▶ **WHAT THE TASK ASKS**
Below are the records; tally the lines in them that include the word "space" and reply with the number alone.

#### EXERCISE MATERIAL

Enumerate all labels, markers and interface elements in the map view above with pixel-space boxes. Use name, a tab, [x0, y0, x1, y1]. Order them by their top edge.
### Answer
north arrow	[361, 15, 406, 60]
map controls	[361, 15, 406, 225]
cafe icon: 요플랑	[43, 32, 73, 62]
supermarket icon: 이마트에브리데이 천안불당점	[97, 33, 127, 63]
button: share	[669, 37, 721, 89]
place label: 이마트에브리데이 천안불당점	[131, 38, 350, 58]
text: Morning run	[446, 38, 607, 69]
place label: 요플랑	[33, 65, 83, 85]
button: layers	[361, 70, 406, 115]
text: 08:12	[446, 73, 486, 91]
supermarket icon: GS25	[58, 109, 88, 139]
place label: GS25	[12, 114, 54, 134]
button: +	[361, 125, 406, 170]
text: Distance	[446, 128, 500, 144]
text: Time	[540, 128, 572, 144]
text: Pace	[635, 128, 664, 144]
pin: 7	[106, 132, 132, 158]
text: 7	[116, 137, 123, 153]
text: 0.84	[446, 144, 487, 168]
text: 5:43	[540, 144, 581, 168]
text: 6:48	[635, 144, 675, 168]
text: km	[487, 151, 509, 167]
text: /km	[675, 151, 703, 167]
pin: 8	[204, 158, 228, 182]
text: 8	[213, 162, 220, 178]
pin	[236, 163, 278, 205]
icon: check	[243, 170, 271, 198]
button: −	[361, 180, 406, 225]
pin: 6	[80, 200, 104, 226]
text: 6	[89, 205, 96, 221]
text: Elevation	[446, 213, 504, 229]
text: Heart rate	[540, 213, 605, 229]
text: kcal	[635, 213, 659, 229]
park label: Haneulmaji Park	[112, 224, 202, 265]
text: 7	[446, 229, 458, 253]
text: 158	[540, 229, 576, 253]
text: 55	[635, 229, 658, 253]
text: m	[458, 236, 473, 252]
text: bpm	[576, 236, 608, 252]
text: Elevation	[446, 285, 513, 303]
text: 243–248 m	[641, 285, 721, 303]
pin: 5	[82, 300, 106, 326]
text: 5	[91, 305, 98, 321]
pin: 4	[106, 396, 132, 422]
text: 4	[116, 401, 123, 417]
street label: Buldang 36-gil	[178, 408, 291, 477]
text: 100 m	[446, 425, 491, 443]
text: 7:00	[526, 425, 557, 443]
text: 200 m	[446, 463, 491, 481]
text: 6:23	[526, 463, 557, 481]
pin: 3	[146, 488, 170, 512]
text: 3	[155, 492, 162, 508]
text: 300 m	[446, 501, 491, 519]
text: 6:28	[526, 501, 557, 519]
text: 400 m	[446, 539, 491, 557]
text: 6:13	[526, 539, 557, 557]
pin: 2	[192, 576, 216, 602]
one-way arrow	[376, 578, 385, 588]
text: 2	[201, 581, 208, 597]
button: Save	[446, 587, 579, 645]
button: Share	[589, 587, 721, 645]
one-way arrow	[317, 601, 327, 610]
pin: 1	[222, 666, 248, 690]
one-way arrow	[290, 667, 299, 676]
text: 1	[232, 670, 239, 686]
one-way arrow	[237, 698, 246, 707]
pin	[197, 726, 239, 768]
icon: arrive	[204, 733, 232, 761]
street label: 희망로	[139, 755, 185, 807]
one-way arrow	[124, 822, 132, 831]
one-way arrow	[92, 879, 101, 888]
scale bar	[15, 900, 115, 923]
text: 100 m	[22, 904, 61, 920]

########
#### EXERCISE MATERIAL

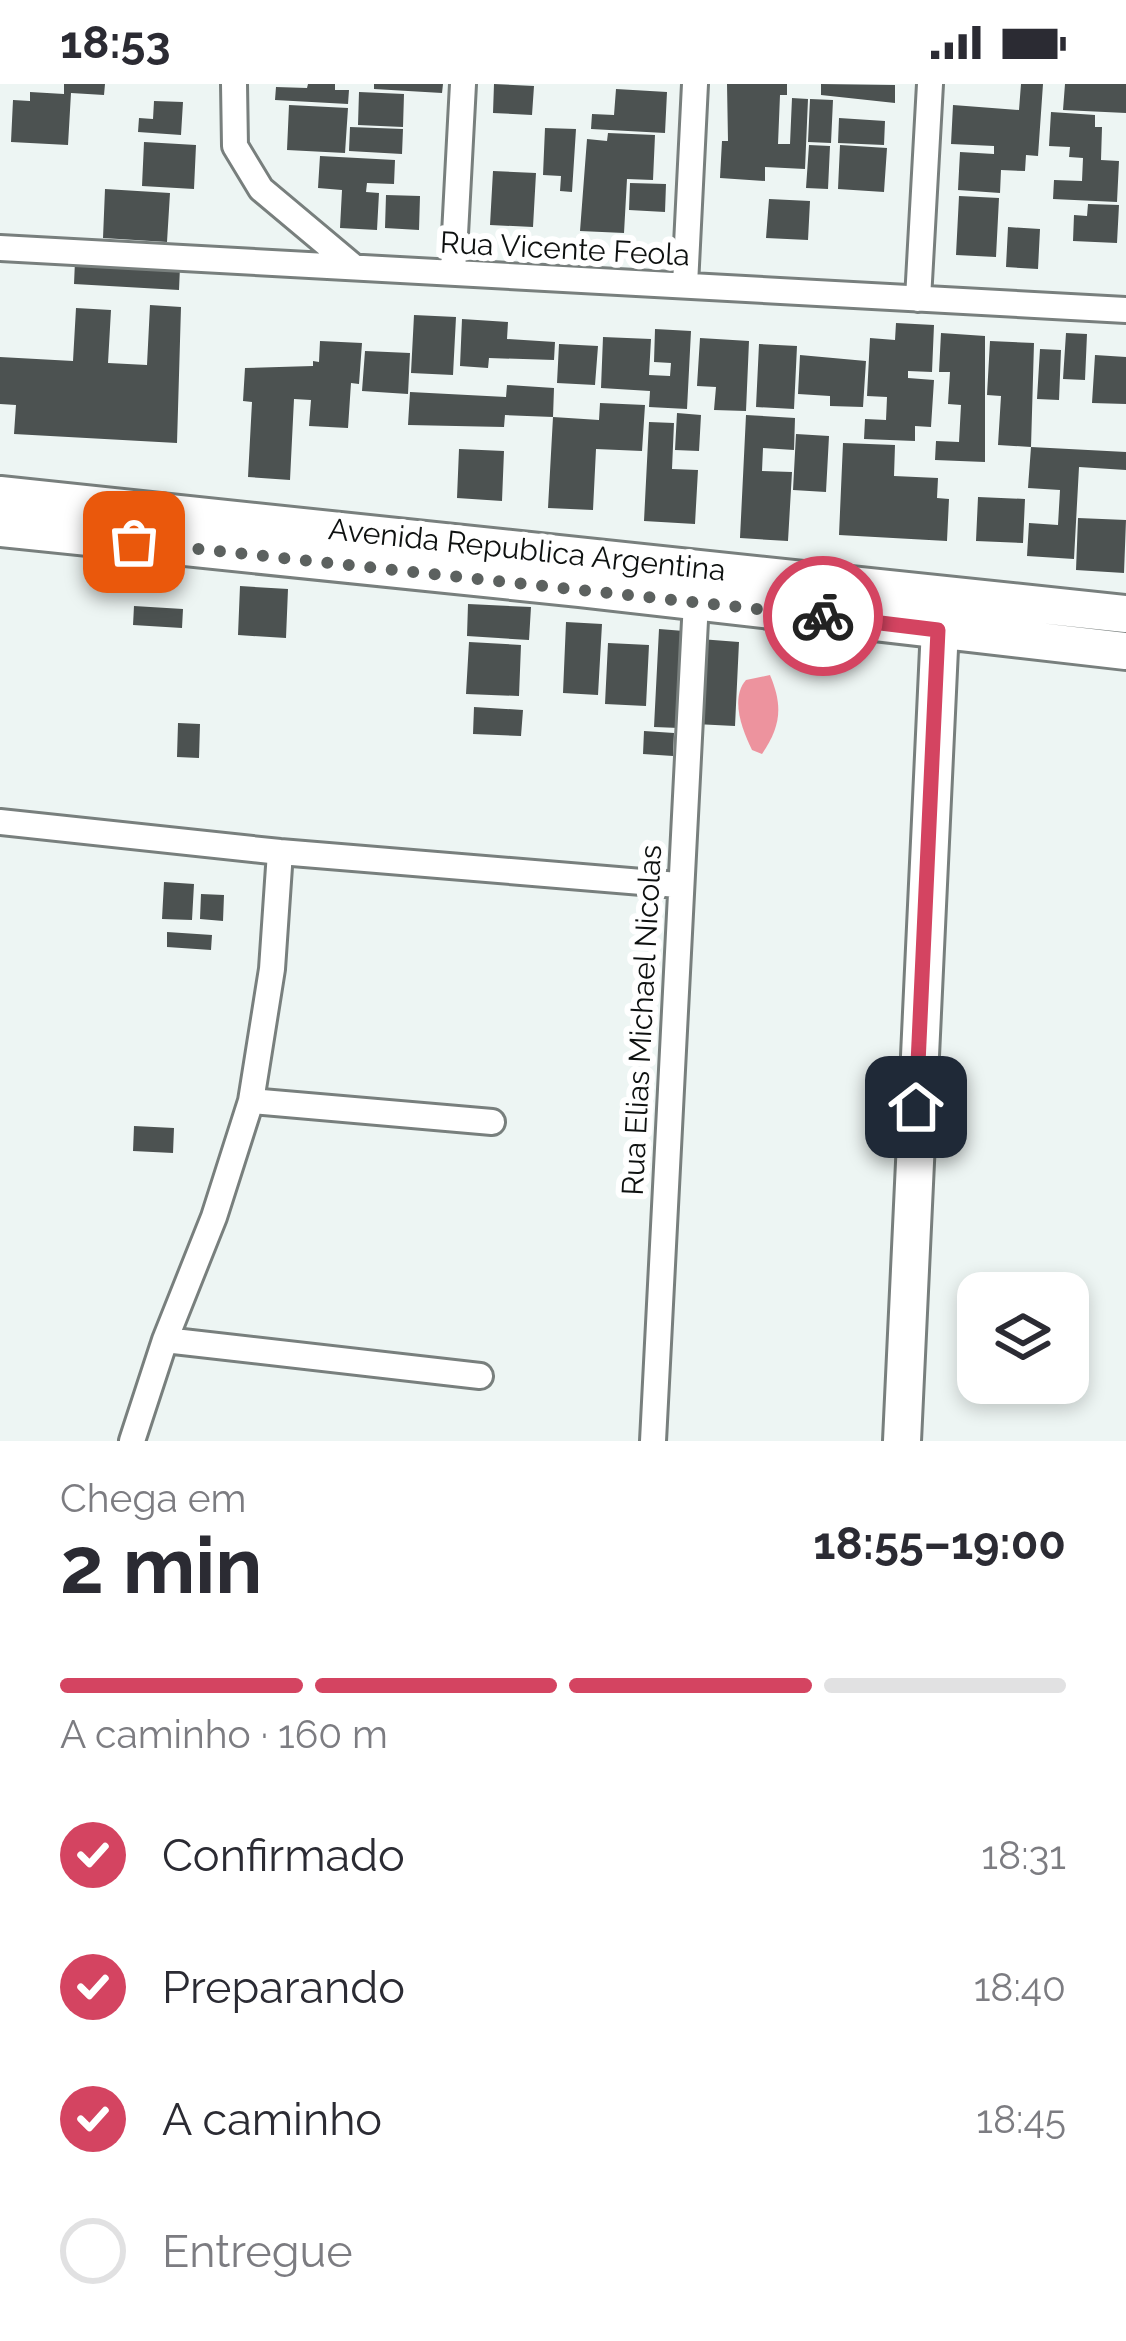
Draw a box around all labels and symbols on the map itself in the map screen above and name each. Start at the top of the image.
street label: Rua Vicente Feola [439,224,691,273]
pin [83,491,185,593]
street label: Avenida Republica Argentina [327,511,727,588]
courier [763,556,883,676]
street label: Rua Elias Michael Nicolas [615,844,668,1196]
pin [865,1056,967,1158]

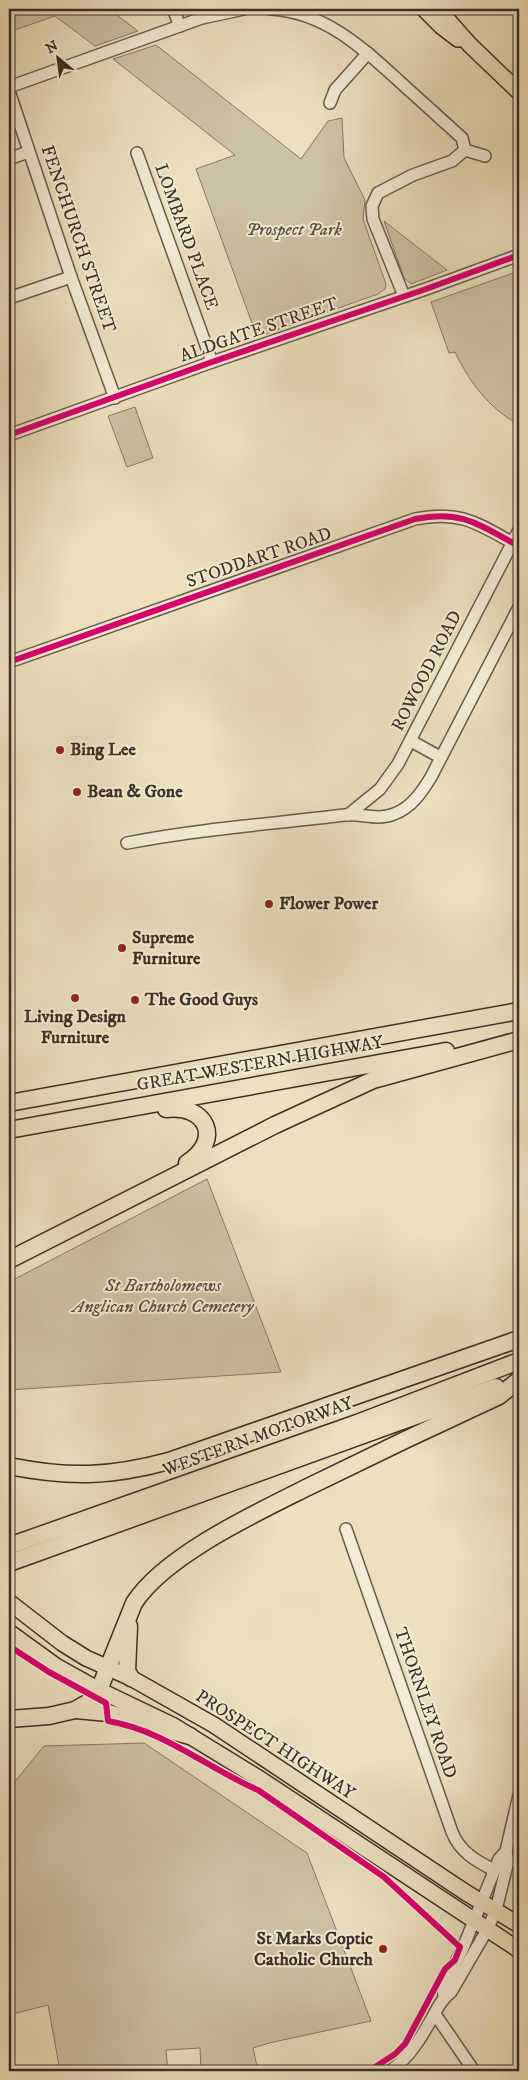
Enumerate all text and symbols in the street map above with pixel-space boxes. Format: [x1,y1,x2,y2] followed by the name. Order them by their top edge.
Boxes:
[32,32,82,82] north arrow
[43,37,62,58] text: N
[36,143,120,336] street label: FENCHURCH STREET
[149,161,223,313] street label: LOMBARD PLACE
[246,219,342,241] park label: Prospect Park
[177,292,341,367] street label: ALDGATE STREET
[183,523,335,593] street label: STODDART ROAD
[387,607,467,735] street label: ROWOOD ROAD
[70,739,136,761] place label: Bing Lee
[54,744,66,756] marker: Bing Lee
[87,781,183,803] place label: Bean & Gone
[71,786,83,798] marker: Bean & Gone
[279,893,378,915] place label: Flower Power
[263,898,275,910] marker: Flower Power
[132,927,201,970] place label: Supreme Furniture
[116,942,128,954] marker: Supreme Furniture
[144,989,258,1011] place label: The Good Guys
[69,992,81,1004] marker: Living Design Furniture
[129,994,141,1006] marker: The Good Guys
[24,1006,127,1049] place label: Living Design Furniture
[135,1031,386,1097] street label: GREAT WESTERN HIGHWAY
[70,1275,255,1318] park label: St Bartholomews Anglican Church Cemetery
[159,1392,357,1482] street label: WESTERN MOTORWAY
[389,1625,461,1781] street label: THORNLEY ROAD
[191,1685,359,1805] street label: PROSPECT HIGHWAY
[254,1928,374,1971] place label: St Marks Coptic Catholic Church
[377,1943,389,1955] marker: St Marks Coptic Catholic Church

########

▶ **TASK ANSWER**
2